Crise économique, crise de la théorie ?

26 avril 2013


26.04.2013Crise économique, crise de la théorie ?

Bien que la crise ait remis en cause certains crédos et croyances des économistes, elle n’a pas entraîné de rupture dans la manière dont l’économie est pensée, et donc enseignée. Une situation que déplorent déjà, depuis 2000, différents mouvements d’étudiants en sciences économiques, qu’il s’agisse du mouvement des étudiants Contre l’Autisme en Economie [1] ou, plus récemment, du mouvement des étudiants Pour un Enseignement Pluraliste dans le Supérieur en Economie ou PEPS-Economie[2].

Pourtant, il est aisé de comprendre que l’aveuglement de la majorité des économistes quant à l’avènement de la crise n’est pas simplement dû à des erreurs de jugement, mais à une crise plus profonde de l’économie politique.

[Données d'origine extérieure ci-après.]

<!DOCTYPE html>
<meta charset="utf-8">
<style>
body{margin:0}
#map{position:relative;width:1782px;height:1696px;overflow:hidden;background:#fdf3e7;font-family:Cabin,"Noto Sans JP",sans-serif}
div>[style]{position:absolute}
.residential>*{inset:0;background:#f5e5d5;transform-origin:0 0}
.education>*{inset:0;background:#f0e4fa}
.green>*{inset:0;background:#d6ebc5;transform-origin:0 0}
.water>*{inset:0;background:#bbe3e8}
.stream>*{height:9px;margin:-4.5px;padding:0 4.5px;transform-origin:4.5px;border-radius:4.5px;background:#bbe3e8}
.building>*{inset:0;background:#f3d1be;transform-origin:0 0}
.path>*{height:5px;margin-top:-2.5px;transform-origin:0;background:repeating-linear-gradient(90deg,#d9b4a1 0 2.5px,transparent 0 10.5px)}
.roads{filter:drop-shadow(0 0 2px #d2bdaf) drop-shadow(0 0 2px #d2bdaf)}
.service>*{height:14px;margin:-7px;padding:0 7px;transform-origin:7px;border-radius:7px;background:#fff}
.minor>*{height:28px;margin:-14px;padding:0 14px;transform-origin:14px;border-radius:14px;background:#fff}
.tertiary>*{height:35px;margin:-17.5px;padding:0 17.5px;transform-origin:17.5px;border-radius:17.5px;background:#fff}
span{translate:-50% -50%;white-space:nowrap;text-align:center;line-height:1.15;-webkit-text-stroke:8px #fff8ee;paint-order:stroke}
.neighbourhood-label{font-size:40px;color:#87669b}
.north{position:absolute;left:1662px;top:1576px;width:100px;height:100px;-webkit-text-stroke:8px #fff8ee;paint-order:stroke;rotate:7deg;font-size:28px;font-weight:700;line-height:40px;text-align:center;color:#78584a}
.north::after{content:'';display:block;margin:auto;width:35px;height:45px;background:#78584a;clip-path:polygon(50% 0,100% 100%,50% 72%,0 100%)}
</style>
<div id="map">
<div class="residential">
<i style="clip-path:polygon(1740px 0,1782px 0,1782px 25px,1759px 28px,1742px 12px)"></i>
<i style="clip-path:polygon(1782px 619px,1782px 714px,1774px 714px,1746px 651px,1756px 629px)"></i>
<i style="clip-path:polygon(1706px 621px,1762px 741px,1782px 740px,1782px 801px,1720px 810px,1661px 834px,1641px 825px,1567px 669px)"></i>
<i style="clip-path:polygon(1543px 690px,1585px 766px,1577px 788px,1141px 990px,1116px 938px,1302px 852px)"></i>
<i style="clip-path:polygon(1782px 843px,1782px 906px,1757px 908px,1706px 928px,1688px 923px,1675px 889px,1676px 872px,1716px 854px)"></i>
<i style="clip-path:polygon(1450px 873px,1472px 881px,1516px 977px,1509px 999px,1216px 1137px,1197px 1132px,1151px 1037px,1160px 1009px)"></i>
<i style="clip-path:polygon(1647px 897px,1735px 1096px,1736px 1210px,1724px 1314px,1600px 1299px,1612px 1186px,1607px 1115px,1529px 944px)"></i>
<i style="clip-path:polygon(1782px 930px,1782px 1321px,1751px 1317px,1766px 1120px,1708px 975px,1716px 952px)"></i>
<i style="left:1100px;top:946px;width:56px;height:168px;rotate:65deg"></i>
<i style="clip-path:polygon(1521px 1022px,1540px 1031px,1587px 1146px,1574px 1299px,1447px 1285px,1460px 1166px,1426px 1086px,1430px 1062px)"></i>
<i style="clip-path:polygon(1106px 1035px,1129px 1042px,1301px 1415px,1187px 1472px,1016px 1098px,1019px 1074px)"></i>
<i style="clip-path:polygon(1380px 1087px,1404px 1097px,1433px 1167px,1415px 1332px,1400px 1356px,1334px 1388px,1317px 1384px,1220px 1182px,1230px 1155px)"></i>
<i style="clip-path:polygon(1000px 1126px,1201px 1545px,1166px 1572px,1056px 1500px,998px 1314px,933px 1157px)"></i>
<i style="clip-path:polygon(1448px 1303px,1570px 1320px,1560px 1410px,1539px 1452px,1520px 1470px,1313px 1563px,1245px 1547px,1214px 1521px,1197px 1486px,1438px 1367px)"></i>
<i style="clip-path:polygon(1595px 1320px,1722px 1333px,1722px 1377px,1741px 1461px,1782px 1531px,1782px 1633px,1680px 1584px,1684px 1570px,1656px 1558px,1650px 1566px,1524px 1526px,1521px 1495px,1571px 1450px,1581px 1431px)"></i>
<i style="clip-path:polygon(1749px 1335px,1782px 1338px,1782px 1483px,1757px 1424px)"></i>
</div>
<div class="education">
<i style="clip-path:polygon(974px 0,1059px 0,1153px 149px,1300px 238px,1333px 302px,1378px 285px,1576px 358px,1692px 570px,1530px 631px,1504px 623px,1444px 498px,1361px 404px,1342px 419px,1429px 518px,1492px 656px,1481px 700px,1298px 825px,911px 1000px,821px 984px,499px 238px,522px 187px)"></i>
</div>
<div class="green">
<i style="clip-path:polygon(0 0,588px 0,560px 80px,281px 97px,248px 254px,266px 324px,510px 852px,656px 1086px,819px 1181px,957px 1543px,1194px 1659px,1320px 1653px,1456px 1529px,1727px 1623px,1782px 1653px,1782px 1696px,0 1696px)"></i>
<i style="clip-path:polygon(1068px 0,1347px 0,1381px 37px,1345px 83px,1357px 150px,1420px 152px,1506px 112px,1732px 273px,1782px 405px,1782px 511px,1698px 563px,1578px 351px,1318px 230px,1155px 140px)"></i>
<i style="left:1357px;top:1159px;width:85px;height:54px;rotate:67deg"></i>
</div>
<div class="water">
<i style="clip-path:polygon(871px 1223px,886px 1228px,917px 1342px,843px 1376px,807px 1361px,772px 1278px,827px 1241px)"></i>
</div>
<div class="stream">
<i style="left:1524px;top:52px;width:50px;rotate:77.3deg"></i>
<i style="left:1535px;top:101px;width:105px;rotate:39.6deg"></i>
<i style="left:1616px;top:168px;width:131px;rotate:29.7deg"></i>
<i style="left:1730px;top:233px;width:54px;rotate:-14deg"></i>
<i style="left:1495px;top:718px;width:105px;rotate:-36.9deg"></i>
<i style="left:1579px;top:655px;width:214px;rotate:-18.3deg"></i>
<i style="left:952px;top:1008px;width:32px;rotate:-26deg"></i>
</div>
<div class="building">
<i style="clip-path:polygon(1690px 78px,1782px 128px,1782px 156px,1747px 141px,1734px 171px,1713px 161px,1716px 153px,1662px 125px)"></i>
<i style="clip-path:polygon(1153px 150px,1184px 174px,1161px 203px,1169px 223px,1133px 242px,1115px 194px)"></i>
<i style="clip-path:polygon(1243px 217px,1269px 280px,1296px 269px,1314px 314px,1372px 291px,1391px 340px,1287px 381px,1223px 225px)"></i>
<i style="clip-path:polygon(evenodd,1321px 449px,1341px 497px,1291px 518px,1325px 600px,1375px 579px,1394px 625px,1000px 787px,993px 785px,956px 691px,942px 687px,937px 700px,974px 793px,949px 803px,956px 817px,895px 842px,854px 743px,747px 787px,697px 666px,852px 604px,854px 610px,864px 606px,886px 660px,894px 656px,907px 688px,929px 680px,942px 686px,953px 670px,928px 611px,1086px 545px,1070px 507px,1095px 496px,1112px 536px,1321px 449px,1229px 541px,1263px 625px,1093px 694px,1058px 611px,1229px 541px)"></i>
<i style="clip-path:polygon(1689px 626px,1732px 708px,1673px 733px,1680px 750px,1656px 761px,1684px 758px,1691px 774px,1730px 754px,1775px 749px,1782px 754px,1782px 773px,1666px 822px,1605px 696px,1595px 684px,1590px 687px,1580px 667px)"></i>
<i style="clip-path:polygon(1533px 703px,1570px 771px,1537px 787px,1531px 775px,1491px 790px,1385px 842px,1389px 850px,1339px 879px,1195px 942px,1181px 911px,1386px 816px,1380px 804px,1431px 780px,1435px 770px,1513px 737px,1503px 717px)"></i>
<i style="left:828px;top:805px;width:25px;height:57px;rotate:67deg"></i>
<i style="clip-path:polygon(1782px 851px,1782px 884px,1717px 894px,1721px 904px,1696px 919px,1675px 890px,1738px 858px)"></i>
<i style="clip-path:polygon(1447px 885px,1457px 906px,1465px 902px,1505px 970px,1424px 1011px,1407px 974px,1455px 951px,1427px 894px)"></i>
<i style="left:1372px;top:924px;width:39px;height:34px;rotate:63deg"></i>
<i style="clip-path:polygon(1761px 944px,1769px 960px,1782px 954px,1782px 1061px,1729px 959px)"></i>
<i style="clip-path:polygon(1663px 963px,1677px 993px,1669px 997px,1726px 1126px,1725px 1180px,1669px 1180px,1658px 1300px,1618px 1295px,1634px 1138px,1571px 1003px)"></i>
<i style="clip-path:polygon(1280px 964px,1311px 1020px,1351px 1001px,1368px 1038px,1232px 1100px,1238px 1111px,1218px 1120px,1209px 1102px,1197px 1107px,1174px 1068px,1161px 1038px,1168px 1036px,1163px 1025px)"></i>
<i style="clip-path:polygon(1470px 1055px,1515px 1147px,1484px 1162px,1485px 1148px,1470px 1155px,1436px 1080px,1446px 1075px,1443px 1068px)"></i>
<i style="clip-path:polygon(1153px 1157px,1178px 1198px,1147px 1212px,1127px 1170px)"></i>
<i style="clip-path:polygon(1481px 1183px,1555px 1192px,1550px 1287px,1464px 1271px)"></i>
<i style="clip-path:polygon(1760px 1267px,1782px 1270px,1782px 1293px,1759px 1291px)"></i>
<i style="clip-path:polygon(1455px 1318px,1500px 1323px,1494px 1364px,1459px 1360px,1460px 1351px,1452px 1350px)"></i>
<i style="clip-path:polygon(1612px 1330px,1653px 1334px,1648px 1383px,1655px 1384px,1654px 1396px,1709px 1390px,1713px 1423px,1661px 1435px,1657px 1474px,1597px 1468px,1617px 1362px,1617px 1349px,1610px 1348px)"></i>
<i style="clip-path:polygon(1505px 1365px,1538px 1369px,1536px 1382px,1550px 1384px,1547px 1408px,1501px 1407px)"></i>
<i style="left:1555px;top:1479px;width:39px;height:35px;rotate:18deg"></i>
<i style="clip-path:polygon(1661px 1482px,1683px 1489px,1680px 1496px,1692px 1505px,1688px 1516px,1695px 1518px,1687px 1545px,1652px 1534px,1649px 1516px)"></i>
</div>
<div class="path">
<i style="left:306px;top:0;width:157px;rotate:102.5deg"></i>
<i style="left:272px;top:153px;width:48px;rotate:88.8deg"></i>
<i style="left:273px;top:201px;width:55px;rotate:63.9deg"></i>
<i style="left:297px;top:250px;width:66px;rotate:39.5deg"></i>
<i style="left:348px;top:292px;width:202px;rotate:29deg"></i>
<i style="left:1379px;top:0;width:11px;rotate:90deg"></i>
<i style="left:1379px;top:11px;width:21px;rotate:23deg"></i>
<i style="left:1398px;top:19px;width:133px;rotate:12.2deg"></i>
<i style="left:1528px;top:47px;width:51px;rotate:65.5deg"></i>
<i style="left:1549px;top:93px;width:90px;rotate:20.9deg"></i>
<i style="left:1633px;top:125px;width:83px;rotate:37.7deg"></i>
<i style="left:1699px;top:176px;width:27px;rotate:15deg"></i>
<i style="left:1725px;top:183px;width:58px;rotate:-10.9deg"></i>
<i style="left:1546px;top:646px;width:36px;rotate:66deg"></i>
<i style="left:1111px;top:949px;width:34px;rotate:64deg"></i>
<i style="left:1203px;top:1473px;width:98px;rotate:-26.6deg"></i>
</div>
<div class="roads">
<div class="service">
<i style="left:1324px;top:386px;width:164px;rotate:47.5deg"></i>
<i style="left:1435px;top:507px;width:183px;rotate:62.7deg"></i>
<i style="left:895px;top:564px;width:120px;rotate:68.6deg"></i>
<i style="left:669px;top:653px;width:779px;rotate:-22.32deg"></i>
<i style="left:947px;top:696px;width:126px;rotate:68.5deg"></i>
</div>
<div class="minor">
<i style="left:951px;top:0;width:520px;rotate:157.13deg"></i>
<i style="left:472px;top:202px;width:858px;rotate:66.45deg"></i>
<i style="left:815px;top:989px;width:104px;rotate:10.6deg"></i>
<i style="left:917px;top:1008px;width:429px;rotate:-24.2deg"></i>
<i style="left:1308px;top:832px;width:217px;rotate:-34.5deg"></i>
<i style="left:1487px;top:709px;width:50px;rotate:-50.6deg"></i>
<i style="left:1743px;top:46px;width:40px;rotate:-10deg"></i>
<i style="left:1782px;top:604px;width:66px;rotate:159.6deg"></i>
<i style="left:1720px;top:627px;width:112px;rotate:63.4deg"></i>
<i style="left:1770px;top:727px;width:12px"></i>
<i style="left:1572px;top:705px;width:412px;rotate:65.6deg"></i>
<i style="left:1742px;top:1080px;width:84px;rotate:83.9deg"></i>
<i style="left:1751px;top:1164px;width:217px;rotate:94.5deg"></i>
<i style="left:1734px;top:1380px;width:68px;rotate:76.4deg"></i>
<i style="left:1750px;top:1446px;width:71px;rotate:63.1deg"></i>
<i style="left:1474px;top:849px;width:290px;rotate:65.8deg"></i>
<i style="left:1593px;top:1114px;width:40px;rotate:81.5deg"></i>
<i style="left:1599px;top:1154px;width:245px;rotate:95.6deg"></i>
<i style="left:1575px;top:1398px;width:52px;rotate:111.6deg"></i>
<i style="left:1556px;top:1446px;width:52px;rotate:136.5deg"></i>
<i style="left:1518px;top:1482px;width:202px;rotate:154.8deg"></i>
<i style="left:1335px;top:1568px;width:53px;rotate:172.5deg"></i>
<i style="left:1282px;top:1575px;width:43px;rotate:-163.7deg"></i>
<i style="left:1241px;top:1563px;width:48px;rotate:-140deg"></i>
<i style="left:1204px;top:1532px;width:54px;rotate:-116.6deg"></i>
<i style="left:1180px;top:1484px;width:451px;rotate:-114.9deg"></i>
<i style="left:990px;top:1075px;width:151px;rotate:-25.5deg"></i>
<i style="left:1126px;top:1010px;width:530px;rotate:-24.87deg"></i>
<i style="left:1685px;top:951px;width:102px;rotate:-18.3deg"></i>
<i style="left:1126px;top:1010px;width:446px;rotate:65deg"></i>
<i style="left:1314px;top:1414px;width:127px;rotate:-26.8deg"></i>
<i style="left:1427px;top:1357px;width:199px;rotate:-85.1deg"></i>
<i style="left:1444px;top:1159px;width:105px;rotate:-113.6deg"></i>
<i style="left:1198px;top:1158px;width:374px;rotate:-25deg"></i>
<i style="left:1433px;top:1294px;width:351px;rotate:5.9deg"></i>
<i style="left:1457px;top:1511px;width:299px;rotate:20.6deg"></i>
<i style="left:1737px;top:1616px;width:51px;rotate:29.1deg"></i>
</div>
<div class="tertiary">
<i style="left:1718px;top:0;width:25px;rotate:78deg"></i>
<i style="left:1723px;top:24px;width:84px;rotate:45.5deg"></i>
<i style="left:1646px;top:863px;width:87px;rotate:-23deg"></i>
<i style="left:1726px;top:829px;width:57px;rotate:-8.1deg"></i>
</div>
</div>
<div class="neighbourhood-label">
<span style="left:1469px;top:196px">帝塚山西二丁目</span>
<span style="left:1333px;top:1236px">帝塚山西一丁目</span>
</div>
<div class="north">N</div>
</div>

L’hégémonie de l’économie quantitative 

Les approches dominantes de l’économie sont purement et simplement basées sur les mêmes postulats, qui risquent de devenir autant de croyances: individu rationnel (ou homo œconomicus), optimum de Pareto [3], théorie de l’équilibre général [4]. Ces postulats sont d’inspiration micro-économique ou néo-classique, c’est-à-dire tirés des travaux d’économistes tels que Léon Walras ou Vilfredo Pareto.

Keynésiens comme libéraux, voire néolibéraux, tous concourent à s’entendre sur cette base commune. Or, il est à signaler qu’une communauté scientifique est, comme toute communauté humaine, enserrée dans des luttes d’intérêts, des dynamiques sociales et politiques propres : il ne faut pas céder au scientisme et à une prétendue pureté de la profession scientifique.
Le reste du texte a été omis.